**THE PROBLEM:** Leave out the pictures, and retype the remaining data exactly.

+++ SOURCE MATERIAL +++

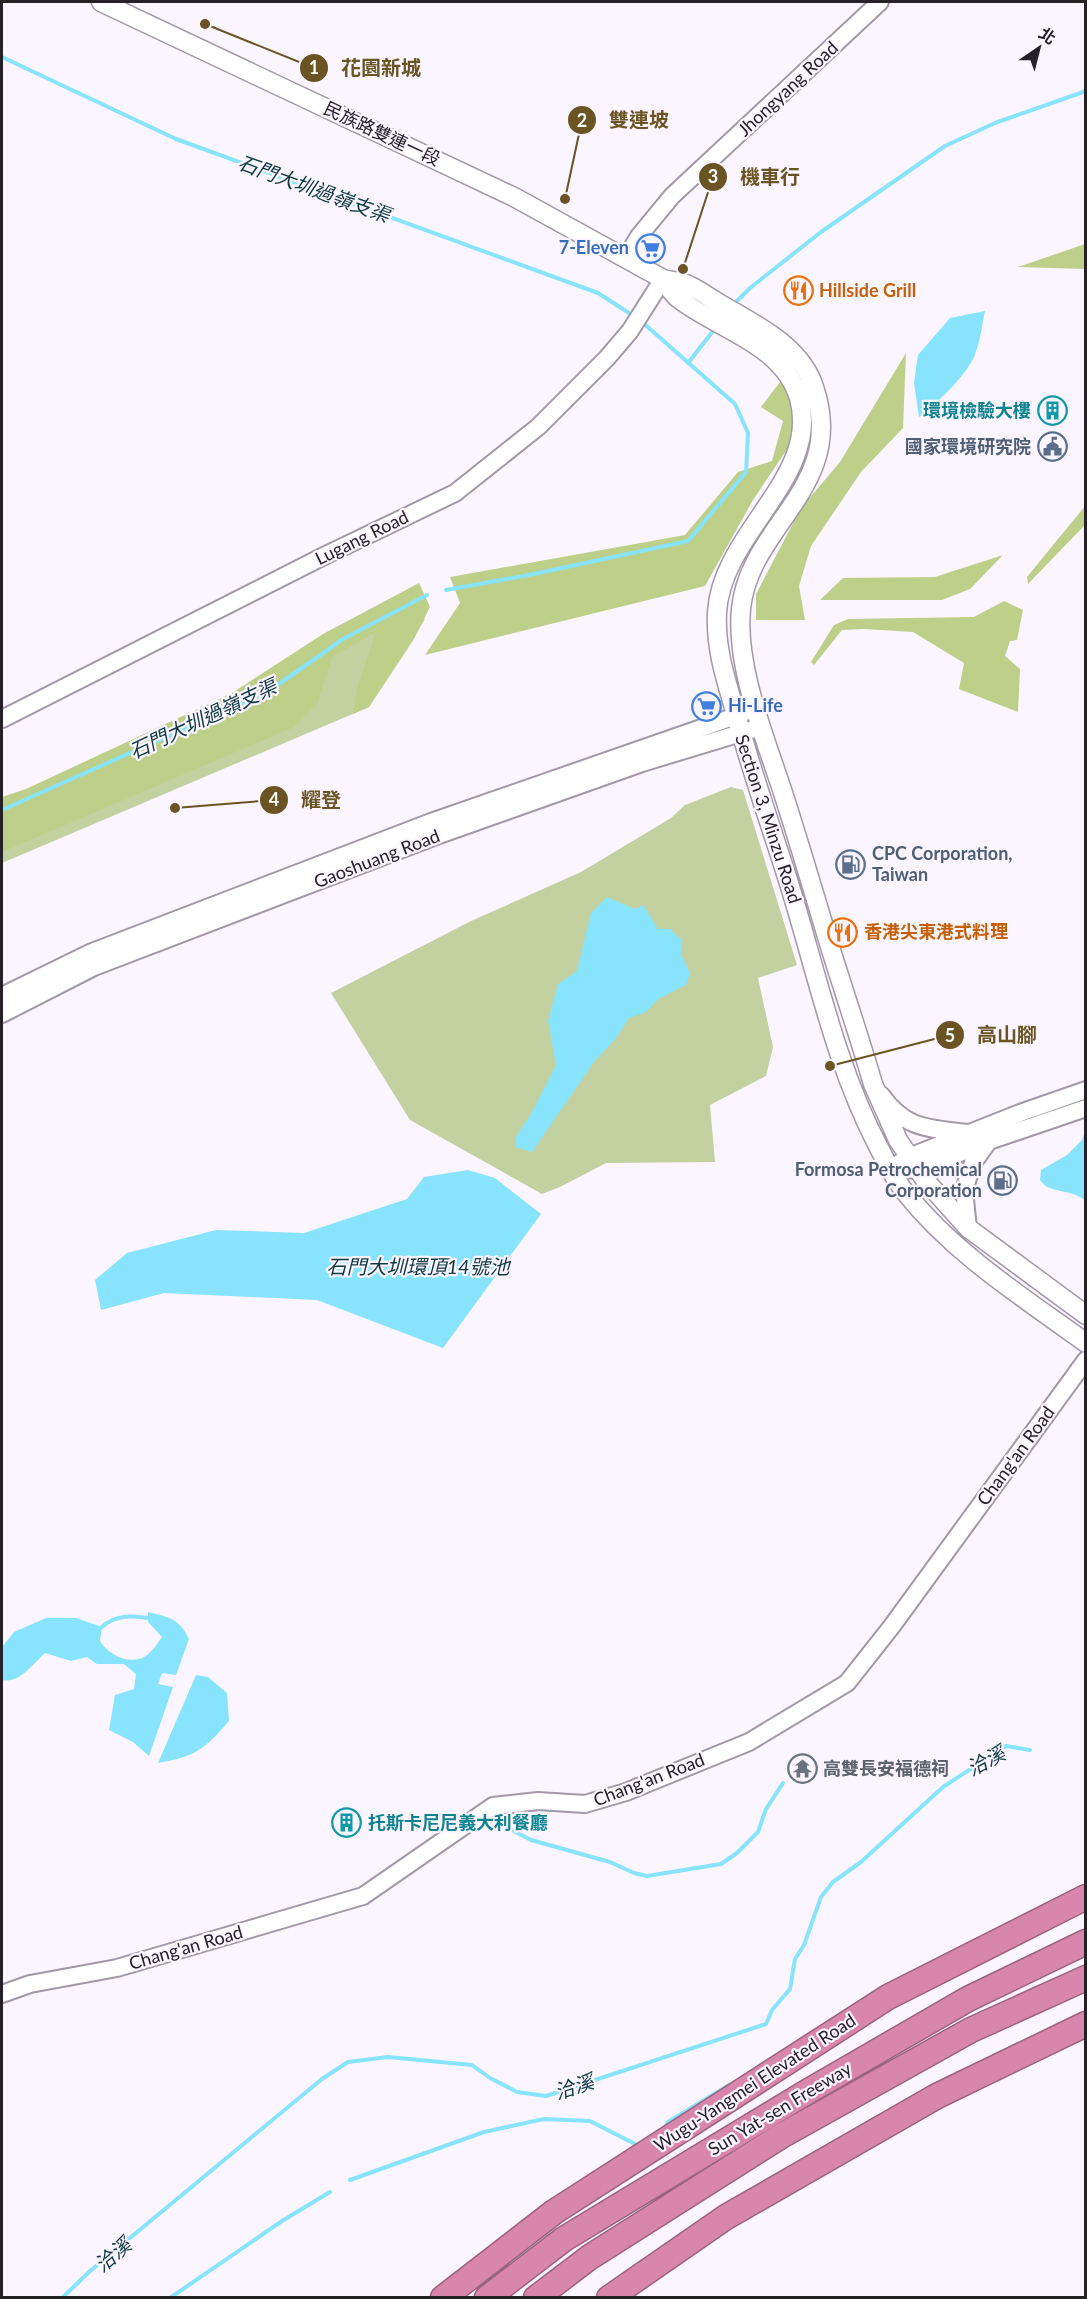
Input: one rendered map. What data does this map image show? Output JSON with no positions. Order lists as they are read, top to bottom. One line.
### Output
{"streets":{"highway":["Wugu-Yangmei Elevated Road","Sun Yat-sen Freeway"],"main road":["民族路雙連一段","Section 3, Minzu Road"],"street":["Jhongyang Road","Lugang Road","Gaoshuang Road","Chang'an Road"]},"crossings":[["Jhongyang Road","民族路雙連一段"],["Jhongyang Road","Section 3, Minzu Road"],["民族路雙連一段","Section 3, Minzu Road"],["Lugang Road","Section 3, Minzu Road"],["Section 3, Minzu Road","Gaoshuang Road"]],"water":["石門大圳過嶺支渠","石門大圳環頂14號池","洽溪"],"places":{"other":["花園新城","雙連坡","機車行","耀登","高山腳"],"supermarket":["7-Eleven","Hi-Life"],"restaurant":["Hillside Grill","香港尖東港式料理"],"building":["環境檢驗大樓","托斯卡尼尼義大利餐廳"],"public building":["國家環境研究院"],"fuel station":["CPC Corporation, Taiwan","Formosa Petrochemical Corporation"],"temple":["高雙長安福德祠"]},"north":"top right"}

+++

**RESPONSE TO THIS EXERCISE:**
Input: one rendered map. What data does this map image show? Output JSON with no positions. Order lists as they are read, top to bottom. One line.
### Output
{"streets":{"highway":["Wugu-Yangmei Elevated Road","Sun Yat-sen Freeway"],"main road":["民族路雙連一段","Section 3, Minzu Road"],"street":["Jhongyang Road","Lugang Road","Gaoshuang Road","Chang'an Road"]},"crossings":[["Jhongyang Road","民族路雙連一段"],["Jhongyang Road","Section 3, Minzu Road"],["民族路雙連一段","Section 3, Minzu Road"],["Lugang Road","Section 3, Minzu Road"],["Section 3, Minzu Road","Gaoshuang Road"]],"water":["石門大圳過嶺支渠","石門大圳環頂14號池","洽溪"],"places":{"other":["花園新城","雙連坡","機車行","耀登","高山腳"],"supermarket":["7-Eleven","Hi-Life"],"restaurant":["Hillside Grill","香港尖東港式料理"],"building":["環境檢驗大樓","托斯卡尼尼義大利餐廳"],"public building":["國家環境研究院"],"fuel station":["CPC Corporation, Taiwan","Formosa Petrochemical Corporation"],"temple":["高雙長安福德祠"]},"north":"top right"}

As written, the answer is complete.